Summary
These documents (ESDS RFCs 033, 034 and 039) provide a set of recommendations regarding data quality for producers and distributors of Earth science data. The focus of these documents is on collecting and conveying data quality information to end users rather than providing a precise definition of data quality. The recommendations highlight issues regarding capturing, describing and conveying information about the quality of datasets held at NASA's Earth Observing System Data and Information System (EOSDIS) Distributed Active Archive Centers (DAACs).
Data Quality Working Group’s Comprehensive Recommendations for Data Producers and Distributors (ESDS-RFC-033) summarizes the approach and outcomes of the Data Quality Working Group (DQWG), one of NASA’s Earth Science Data System Working Groups (ESDSWG), during 2014-2018, following collecting and analyzing 16 use cases. The document describes the use cases analyzed, the data quality information management lifecycle, and primary focus areas for data quality. It provides a total of 93 recommendations, grouped into 7 categories, as well as proposed solutions and implementation strategies.
High Priority Data Quality Recommendations for Data Producers and Distributors (ESDS-RFC-034) highlights a subset of high-priority recommendations for Earth Science Data and Information System (ESDIS) to plan and coordinate concrete actions to be taken by data producers and distributors. It points to existing potential solutions that can be adopted across EOSDIS and NASA's Earth science research community.
Reuse Readiness Assessment of Data Quality Software Products (ESDS-RFC-039) provides information to EOSDIS and NASA's Earth science research community about the reuse readiness of various data quality software products that were identified by the ESDSWG DQWG as helpful for managing data quality information. This document offers insight into some of the implementation issues that should be considered when planning to adopt software products, as well as a guide for software developers to produce reusable software.

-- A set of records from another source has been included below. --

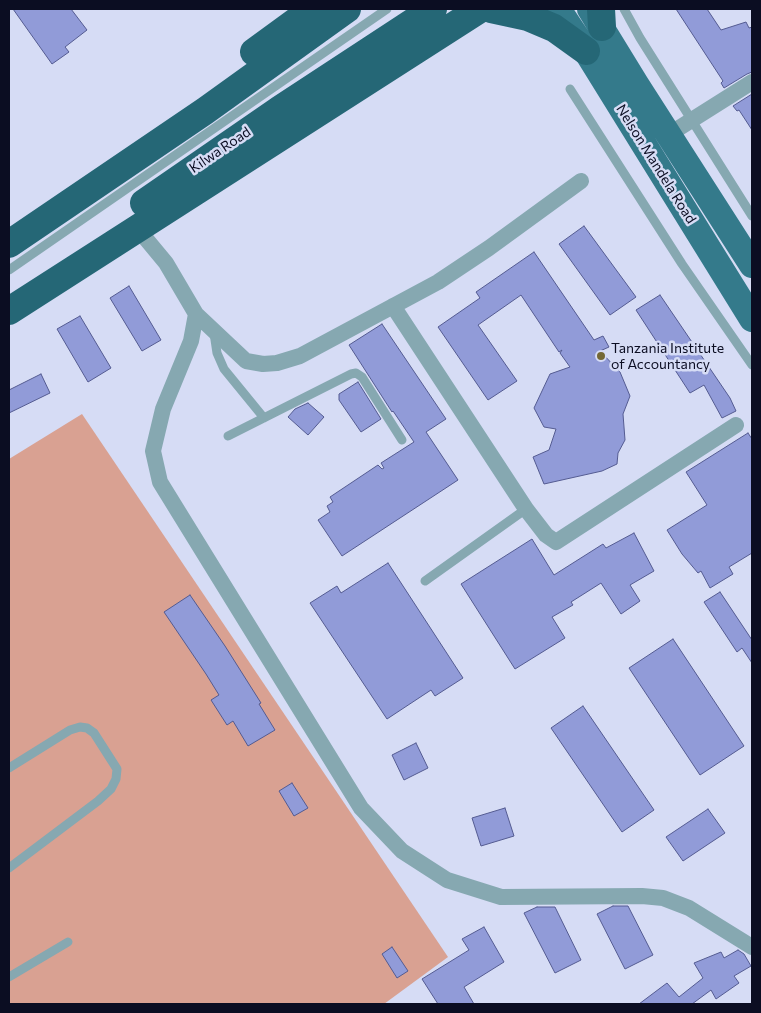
<!DOCTYPE html>
<style>
body{margin:0}
#map{position:relative;width:761px;height:1013px;overflow:hidden;background:#d6dcf5;font-family:Commissioner,sans-serif}
canvas{display:block}
.frame{position:absolute;inset:0;border:10px solid #0b0d22;pointer-events:none}
</style>
<div id="map">
<canvas width="761" height="1013"></canvas>
<div class="frame"></div>
</div>
<script>
const c = document.querySelector('canvas').getContext('2d');
c.lineJoin = 'round';
function fill(path, color) { c.fillStyle = color; c.fill(path, 'evenodd'); }
const poly = rows => new Path2D(rows.map(r => 'M' + r).join(''));
function trace(path, color, width, dash) { c.strokeStyle = color; c.lineWidth = width; c.lineCap = dash ? 'butt' : 'round'; c.setLineDash(dash || []); c.stroke(path); }
function write(font, color, halo, rows, align = 'center') {
  c.font = font + ' Commissioner,sans-serif'; c.lineWidth = 5; c.setLineDash([]); c.textBaseline = 'middle'; c.strokeStyle = halo; c.fillStyle = color; for (const [text, x, y, turn = 0] of rows) {
    c.save(); c.translate(x, y); c.rotate((+turn || 0) * Math.PI / 180); c.textAlign = isNaN(turn) ? turn : align; if (halo) c.strokeText(text, 0, 0); c.fillText(text, 0, 0); c.restore();
  }
}
fill(poly([
 [82,414,448,957,384,1004,9,1004,9,459]
]), '#d9a192');
const building = poly([
 [13,9,71,9,87,30,65,47,69,52,52,64,13,9],
 [676,9,707,9,721,30,746,22,749,28,752,27,752,72,747,74,724,88,721,83,723,81,676,9],
 [752,94,752,130,739,110,737,111,733,106,752,94],
 [584,226,636,297,610,315,559,244,584,226],
 [534,252,594,340,603,336,609,347,600,351,620,372,630,396,623,414,625,440,618,453,617,464,602,471,544,484,533,457,549,450,556,429,544,427,534,408,550,374,570,367,560,353,562,350,559,352,521,295,478,325,517,381,488,400,438,327,480,298,476,292,534,252],
 [129,286,161,340,142,351,110,298,129,286],
 [660,295,730,398,736,411,722,418,704,385,690,393,636,310,660,295],
 [80,316,111,368,88,382,57,329,80,316],
 [382,324,446,419,426,432,458,480,342,556,318,520,330,512,327,506,333,502,330,497,378,465,382,469,384,468,381,463,414,442,393,411,392,412,349,345,382,324],
 [41,374,50,393,9,413,9,390,41,374],
 [358,382,381,419,361,432,339,400,339,394,358,382],
 [308,403,324,417,308,435,288,417,295,409,308,403],
 [748,433,752,439,752,553,729,567,733,574,710,588,701,571,698,573,682,554,667,530,707,505,686,472,748,433],
 [634,533,654,571,630,585,640,601,621,614,601,583,571,602,573,605,552,617,565,638,515,669,461,584,532,539,554,575,603,544,606,548,634,533],
 [388,563,463,678,435,696,431,690,387,719,310,603,337,586,341,593,388,563],
 [720,592,752,640,752,663,742,648,737,652,704,602,720,592],
 [190,595,225,646,261,703,259,704,275,730,248,746,233,721,227,725,211,700,219,695,206,674,164,612,190,595],
 [673,639,744,746,700,775,629,668,673,639],
 [583,706,654,810,622,832,551,728,583,706],
 [416,743,428,768,404,780,392,755,416,743],
 [292,783,308,808,294,816,279,791,292,783],
 [505,808,514,836,481,846,472,818,505,808],
 [708,809,725,833,683,861,666,837,708,809],
 [613,906,628,906,653,955,625,969,597,914,613,906],
 [537,907,555,907,581,960,555,973,524,913,537,907],
 [484,927,504,962,464,987,474,1004,438,1004,422,979,469,950,462,939,484,927],
 [392,947,408,971,397,978,382,954,392,947],
 [738,950,744,954,751,966,734,976,739,983,716,999,711,990,692,1004,639,1004,667,983,679,997,703,978,694,963,721,952,724,958,738,950]
]);
fill(building, '#919bd8');
trace(building, '#545b91', 1);
trace(poly([
 [624,9,640,38,752,216],
 [570,89,682,264,752,365],
 [9,270,387,9],
 [214,333,217,353,224,369,264,418],
 [228,436,351,374,356,373,362,377,402,440],
 [425,581,526,509],
 [9,768,70,730,80,727,87,728,94,733,117,769,116,779,111,789,98,801,9,868],
 [9,977,68,942]
]), '#86a8b1', 9);
trace(poly([
 [668,135,752,82],
 [137,228,166,263,196,314,191,341,163,409,153,451,160,482,361,808,402,851,447,880,501,897,642,896,663,898,689,908,752,947],
 [393,306,526,509,546,535,556,542,736,425],
 [196,314,246,361,263,364,277,363,300,356,438,282,489,248,581,181]
]), '#86a8b1', 16);
trace(poly([
 [558,9,586,51,752,319],
 [590,9,636,84,752,265]
]), '#347a8b', 26);
trace(poly([
 [491,9,528,17,554,28,586,51],
 [601,9,602,27],
 [254,52,313,9],
 [144,203,279,110,433,9],
 [9,244,205,111,347,9],
 [9,311,480,9]
]), '#256776', 28);
for (const [x, y, r, color] of [
 [601,356,5,"#746835"]
]) { const dot = new Path2D(); dot.arc(x, y, r, 0, 2 * Math.PI); c.fillStyle = color; c.fill(dot); trace(dot, '#d6dcf5', 2); }
write('14px', '#0b0d22', '#d6dcf5', [
 ["Kilwa Road",220,150,-34],
 ["Nelson Mandela Road",656,164,58]
]);
write('14px', '#0b0d22', '#d6dcf5', [
 ["Tanzania Institute",611,348],
 ["of Accountancy",611,364]
], 'left');
</script>
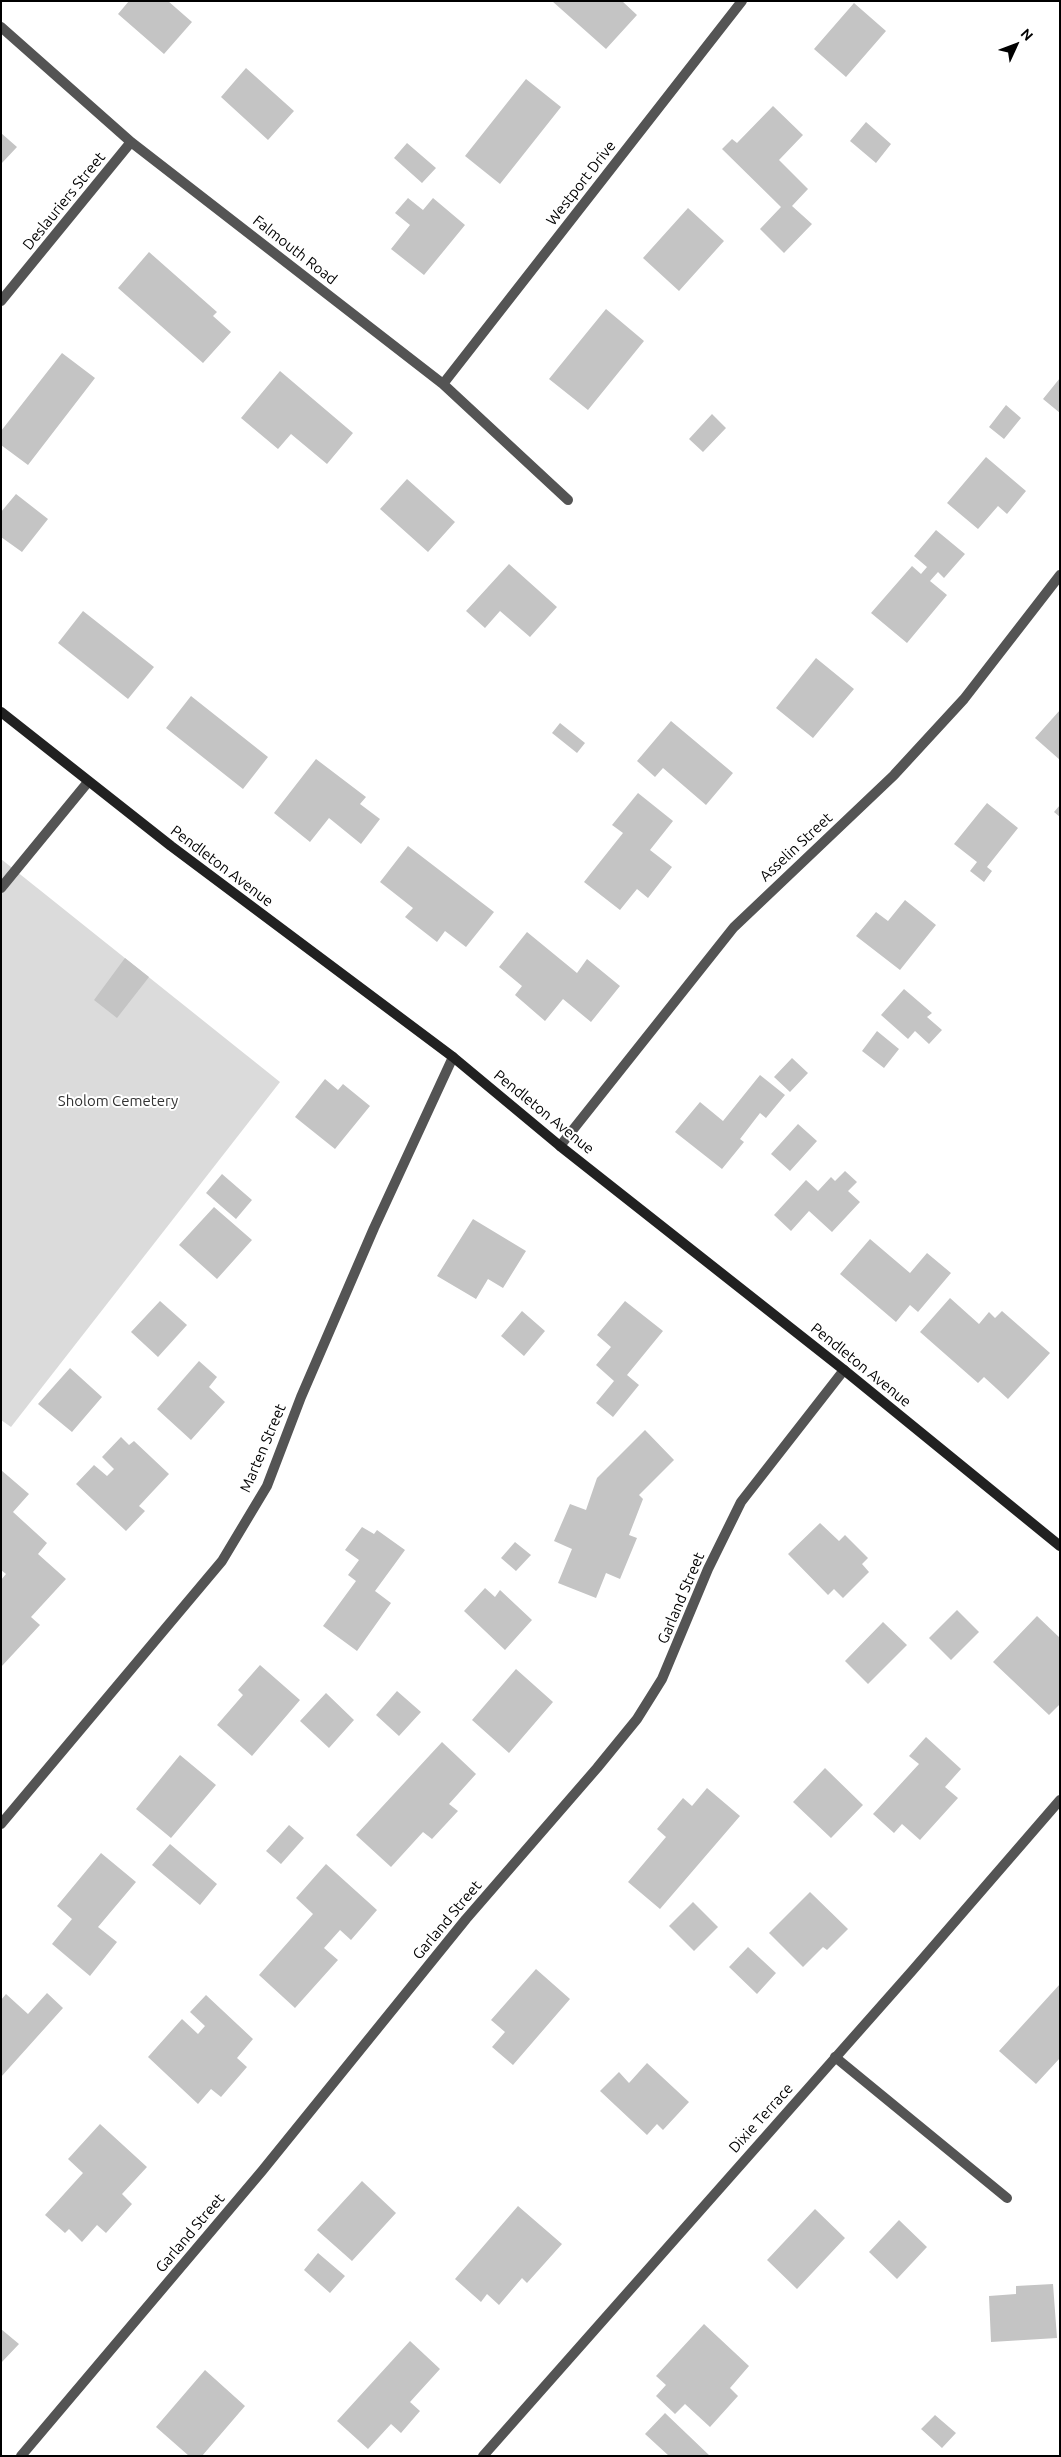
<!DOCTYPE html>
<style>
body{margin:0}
#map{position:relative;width:1061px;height:2457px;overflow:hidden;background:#fff;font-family:Ubuntu,sans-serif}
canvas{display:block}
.frame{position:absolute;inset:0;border:2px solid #000;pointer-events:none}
.north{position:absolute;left:991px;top:20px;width:50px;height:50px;-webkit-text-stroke:4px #fff;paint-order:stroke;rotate:47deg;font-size:14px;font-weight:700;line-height:20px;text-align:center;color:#000}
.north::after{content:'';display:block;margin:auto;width:18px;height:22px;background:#000;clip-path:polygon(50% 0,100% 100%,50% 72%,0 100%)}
</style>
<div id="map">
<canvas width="1061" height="2457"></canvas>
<div class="frame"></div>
<div class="north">N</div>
</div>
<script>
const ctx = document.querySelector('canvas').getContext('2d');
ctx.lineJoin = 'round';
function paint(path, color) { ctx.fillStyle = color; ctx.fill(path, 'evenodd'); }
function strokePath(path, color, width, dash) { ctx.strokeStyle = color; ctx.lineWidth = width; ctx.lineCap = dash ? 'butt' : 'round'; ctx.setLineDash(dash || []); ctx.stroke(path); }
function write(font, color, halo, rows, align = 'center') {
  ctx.font = font + ' Ubuntu,sans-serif'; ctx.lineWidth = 4; ctx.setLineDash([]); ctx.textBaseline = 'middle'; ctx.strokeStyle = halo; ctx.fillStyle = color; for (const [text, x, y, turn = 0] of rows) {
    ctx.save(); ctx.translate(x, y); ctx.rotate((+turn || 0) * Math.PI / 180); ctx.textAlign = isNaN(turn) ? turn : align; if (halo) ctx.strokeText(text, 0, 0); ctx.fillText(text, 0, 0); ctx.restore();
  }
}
const green = new Path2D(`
 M1,859L280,1082L11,1427L1,1420Z`);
const building = new Path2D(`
 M129,1H168L192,22L164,54L118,14Z
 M552,1H622L637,15L606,49Z
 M854,3L886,31L846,77L814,49Z
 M246,68L294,111L268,140L221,97Z
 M526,79L561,107L500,184L465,156Z
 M773,106L803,135L779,160L808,189L792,206L812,224L784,253L760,229L781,207L722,149L732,139L737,143Z
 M866,122L891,144L876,163L850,141Z
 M1,133L17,147L1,164Z
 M407,143L436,168L422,183L394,158Z
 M408,198L423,210L433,198L465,225L424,275L391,249L410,225L395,213Z
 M688,208L724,241L679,291L643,258Z
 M149,252L217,312L213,316L231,332L203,363L118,288Z
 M606,309L644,341L588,410L549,379Z
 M62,353L95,378L28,465L1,445V431Z
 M280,371L353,433L327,464L291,434L278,449L241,418Z
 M1060,378V413L1043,399Z
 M1006,405L1021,418L1004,439L989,427Z
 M712,414L726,428L703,452L689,439Z
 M986,457L1026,491L1007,514L998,506L978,529L947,503Z
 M407,479L455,522L428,552L380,509Z
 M16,494L48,519L22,552L1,537V512Z
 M936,530L965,554L944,578L938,572L930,581L947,595L907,643L871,613L912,566L921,574L927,567L914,556Z
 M509,564L557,607L530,637L500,611L485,628L466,611Z
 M83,611L154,667L128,699L58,643Z
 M816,658L854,689L813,738L776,708Z
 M191,696L268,757L243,789L166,728Z
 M1060,710V760L1035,738Z
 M671,721L733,773L706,805L663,768L655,777L637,761Z
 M560,723L585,743L577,753L552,733Z
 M316,759L366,797L360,804L380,819L361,844L329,818L310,842L274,813Z
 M638,793L673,821L650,850L672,867L648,898L637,889L620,910L584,882L623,833L612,825Z
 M987,803L1018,828L987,867L992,871L984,882L970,871L977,862L954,844Z
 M1060,805V817L1054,812Z
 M408,846L494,912L466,947L445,931L437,942L405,917L413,908L380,882Z
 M905,900L936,925L900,970L856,936L876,912L888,921Z
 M527,932L577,973L587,959L620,986L591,1022L563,999L545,1021L515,995L522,986L499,967Z
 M125,958L149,977L117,1018L94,1000Z
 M904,989L932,1013L927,1017L942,1030L929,1044L915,1031L908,1039L881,1015Z
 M877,1031L899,1049L884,1068L862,1051Z
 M792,1058L808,1073L790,1092L774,1077Z
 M760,1075L785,1095L766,1118L760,1113L740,1139L744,1142L722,1169L675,1132L700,1102L723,1121Z
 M325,1079L338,1090L343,1084L370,1106L335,1149L295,1117Z
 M798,1124L817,1141L790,1171L771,1154Z
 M845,1171L857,1182L848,1191L860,1202L832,1232L809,1211L791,1231L774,1215L806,1180L818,1191L831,1177L835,1181Z
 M222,1174L252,1200L236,1219L206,1193Z
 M214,1207L252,1240L217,1279L179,1245Z
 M473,1219L526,1251L503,1288L488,1279L476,1299L437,1276Z
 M870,1239L910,1273L927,1253L951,1273L918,1312L910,1305L896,1322L840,1274Z
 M950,1298L979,1324L989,1312L995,1318L1002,1311L1050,1353L1008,1399L984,1377L978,1383L920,1332Z
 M160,1301L187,1325L158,1357L131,1332Z
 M625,1301L663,1331L627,1375L639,1385L613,1417L596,1403L614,1381L596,1365L611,1347L597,1335Z
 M522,1311L545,1331L524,1356L501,1336Z
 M199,1361L217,1377L209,1387L225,1402L191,1440L157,1409Z
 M70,1368L102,1397L72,1432L38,1404Z
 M645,1430L674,1460L639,1495L643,1499L629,1535L637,1538L620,1579L606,1573L596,1598L558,1583L572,1549L554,1541L570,1504L586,1510L597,1478Z
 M121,1437L129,1445L134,1441L169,1474L139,1506L145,1511L126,1531L76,1484L94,1465L107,1476L114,1469L102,1457Z
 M1,1470L29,1494L13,1512L47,1543L38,1554L66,1579L31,1617L40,1625L1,1667V1580L6,1574L1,1570Z
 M820,1523L839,1541L845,1535L868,1558L862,1564L869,1572L843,1598L834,1589L828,1595L788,1554Z
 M362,1527L374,1534L377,1530L405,1550L375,1591L391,1603L357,1651L323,1626L356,1581L348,1575L359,1560L345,1550Z
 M515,1542L531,1555L516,1571L501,1558Z
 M485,1588L495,1597L500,1590L532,1620L505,1650L464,1611Z
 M957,1610L979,1632L951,1660L929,1638Z
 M1037,1616L1060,1638V1704L1049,1715L993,1662Z
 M883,1622L907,1645L868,1684L845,1661Z
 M260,1665L300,1700L252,1756L217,1725L243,1695L238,1690Z
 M516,1669L553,1702L509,1753L472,1720Z
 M397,1691L421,1712L399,1736L376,1715Z
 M326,1693L354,1720L329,1748L300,1721Z
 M926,1737L961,1769L945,1787L958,1798L920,1840L902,1824L894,1833L873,1814L919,1764L909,1756Z
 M442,1742L476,1774L449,1804L458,1811L432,1839L423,1832L391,1867L356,1835Z
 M180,1755L216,1785L171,1838L136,1809Z
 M825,1768L863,1805L831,1838L793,1802Z
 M707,1788L740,1816L660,1909L628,1882L666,1837L657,1829L683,1798L692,1806Z
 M289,1825L304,1838L281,1864L266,1851Z
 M170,1844L217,1884L200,1905L152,1865Z
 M101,1853L136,1882L98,1927L117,1942L90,1976L52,1944L72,1919L57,1906Z
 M326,1864L377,1910L351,1940L340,1930L324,1948L338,1960L295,2008L259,1975L313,1914L296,1898Z
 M810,1892L848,1929L827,1950L823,1947L803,1967L769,1933Z
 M693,1902L718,1927L694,1951L669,1926Z
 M748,1947L776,1973L757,1994L729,1967Z
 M536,1969L570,1999L513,2065L492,2047L505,2032L491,2020Z
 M1060,1984V2058L1036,2084L999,2051Z
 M47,1993L63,2008L1,2077V2000L6,1994L28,2014Z
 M206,1995L253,2039L237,2058L247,2067L221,2097L211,2089L198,2104L148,2057L182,2019L198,2034L205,2026L190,2012Z
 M647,2063L689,2102L663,2130L657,2124L647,2135L600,2091L619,2072L629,2083Z
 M100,2124L147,2167L122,2194L132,2204L106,2233L97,2225L82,2242L69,2229L65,2233L45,2215L83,2173L68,2159Z
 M362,2181L396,2213L352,2261L317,2230Z
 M518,2206L562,2244L527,2283L522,2278L499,2305L487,2294L481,2302L455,2279Z
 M815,2209L845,2238L797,2289L767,2260Z
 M899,2220L927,2247L897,2279L869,2252Z
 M318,2253L345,2276L330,2293L304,2270Z
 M1053,2284L1057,2338L991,2342L989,2296L1016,2294V2286Z
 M704,2324L749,2366L730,2388L738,2396L710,2427L685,2404L675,2414L656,2396L666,2385L656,2376Z
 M1,2329L19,2344L1,2363Z
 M410,2341L440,2369L410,2402L420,2411L401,2433L391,2424L368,2449L337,2421Z
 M205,2370L245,2406L202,2456H189L156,2427Z
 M665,2413L710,2456H669L645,2434Z
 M935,2415L956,2433L942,2448L921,2429Z`);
const lane = new Path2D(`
 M1,888L88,782
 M835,2057L1007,2198`);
const street = new Path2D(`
 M1,27L131,142L443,384L568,500
 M1,301L131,142
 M443,384L742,1
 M560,1146L734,927L894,775L964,699L1060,575
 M1,1824L222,1561L267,1486L301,1397L374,1228L453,1057
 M21,2456L262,2171L466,1919L597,1768L637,1719L662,1679L708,1569L741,1502L844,1370
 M483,2456L912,1971L1060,1800`);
const secondary = new Path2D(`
 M1,712L171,846L453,1057L560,1146L844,1370L1060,1546`);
const streetNames = [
 ["Westport Drive",581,183,-52],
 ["Deslauriers Street",64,201,-51],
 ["Falmouth Road",295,250,38],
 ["Asselin Street",796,847,-43],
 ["Pendleton Avenue",222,866,37],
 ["Pendleton Avenue",544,1112,39],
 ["Pendleton Avenue",861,1365,39],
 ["Marten Street",263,1448,-67],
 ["Garland Street",681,1598,-67],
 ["Garland Street",447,1920,-50],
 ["Dixie Terrace",761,2118,-48],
 ["Garland Street",190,2233,-50]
];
const parkNames = [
 ["Sholom Cemetery",118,1101]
];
paint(green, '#dbdbdb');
paint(building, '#c4c4c4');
strokePath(lane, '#545454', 10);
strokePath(street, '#545454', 10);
strokePath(secondary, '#212121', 10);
write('15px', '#000', '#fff', streetNames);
write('15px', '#323232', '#fff', parkNames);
</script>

While these documents targeted NASA Earth science data, other organizations may also benefit from the methodology described here and the resulting recommendations for improvement.
Status
Data Quality Working Group’s Comprehensive Recommendations for Data Producers and Distributors (ESDS-RFC-033) was recommended for use in NASA Earth Science Data Systems in September 2019
High Priority Data Quality Recommendations for Data Producers and Distributors (ESDS-RFC-034) was recommended for use in NASA Earth Science Data Systems in April 2019.
Reuse Readiness Assessment of Data Quality Software Products (ESDS-RFC-039) was recommended for use in NASA Earth Science Data Systems in September 2019.
Recommendations Documents | |
User Resources | Solutions Master List |
NASA Earth Science Community Recommendations for Use
Strengths
Recommendations made by the ESDSWG DQWG help data producers and distributors to better capture, describe, and enable the use of data quality information. They also help NASA's ESDIS Project and Earth science programs to identify actions to be taken to encourage and support data producers and distributors to better address data quality challenges. These recommendations are based on real use cases within NASA's Earth science community. They are comprehensive (i.e. total of 93 individual recommendations, consolidated into 12 high-level recommendations) and well-organized into different strategies (i.e. 6 implementation strategies) to facilitate understanding and adoption. The recommendations have been further described and prioritized into what has been termed Prioritized Recommended Implementation Actions (PRIA). In addition to recommendations, the DQWG also identified concrete existing implementation solutions. Reviewers found many of the recommendations are highly relevant to their work and can potentially address the challenges they’ve encountered.
Weaknesses
Data quality is a big challenge to tackle. Though recommendations made by the DQWG cover a wide range of topics and aspects, they still lack concrete example implementation solutions for different types of applications with specific types of Earth science data, e.g. airborne and in-situ observations. There is also a lack of concrete implementation guidance on leveraging the ISO 19115 and 19157 standards for specific types of Earth science data.
Applicability
The Recommendations made by the DQWG are applicable to different types of users (e.g. data producers, distributors, and program managers) in a wide range of areas of NASA's Earth science community. The DQWG purposely generalized the recommendations to ensure the concepts and philosophies behind the recommendations are applicable to the many types of applications and observation systems for Earth science data, some of which may be determined relevant even beyond NASA.
Limitations
Due to limited resources and the broad and complex scope of data quality itself, the DQWG had to limit the scope of its work to help formulate its recommendations in a manner that could be both relevant to NASA Earth science and sustained during the DQWG’s managed periods of study and analysis. For example, the use cases collected and the concrete example implementation solutions identified are limited to the remote sensing and data assimilation missions and projects within NASA. Though the general concepts of the DQWG recommendations apply to other disciplines and observation system, e.g. airborne and in-situ, the concrete implementation solutions and guidance information provided for these communities are limited and will need additional investigations and resources to be more fully addressed.
Reviewer comments
Strengths
“In particular, we support the idea of a science review board/team to advise data producers on quality and usability of the data set as it is being developed. I believe that this would help catch data quality issues at an earlier stage, and would make re-processing less likely and/or less difficult.”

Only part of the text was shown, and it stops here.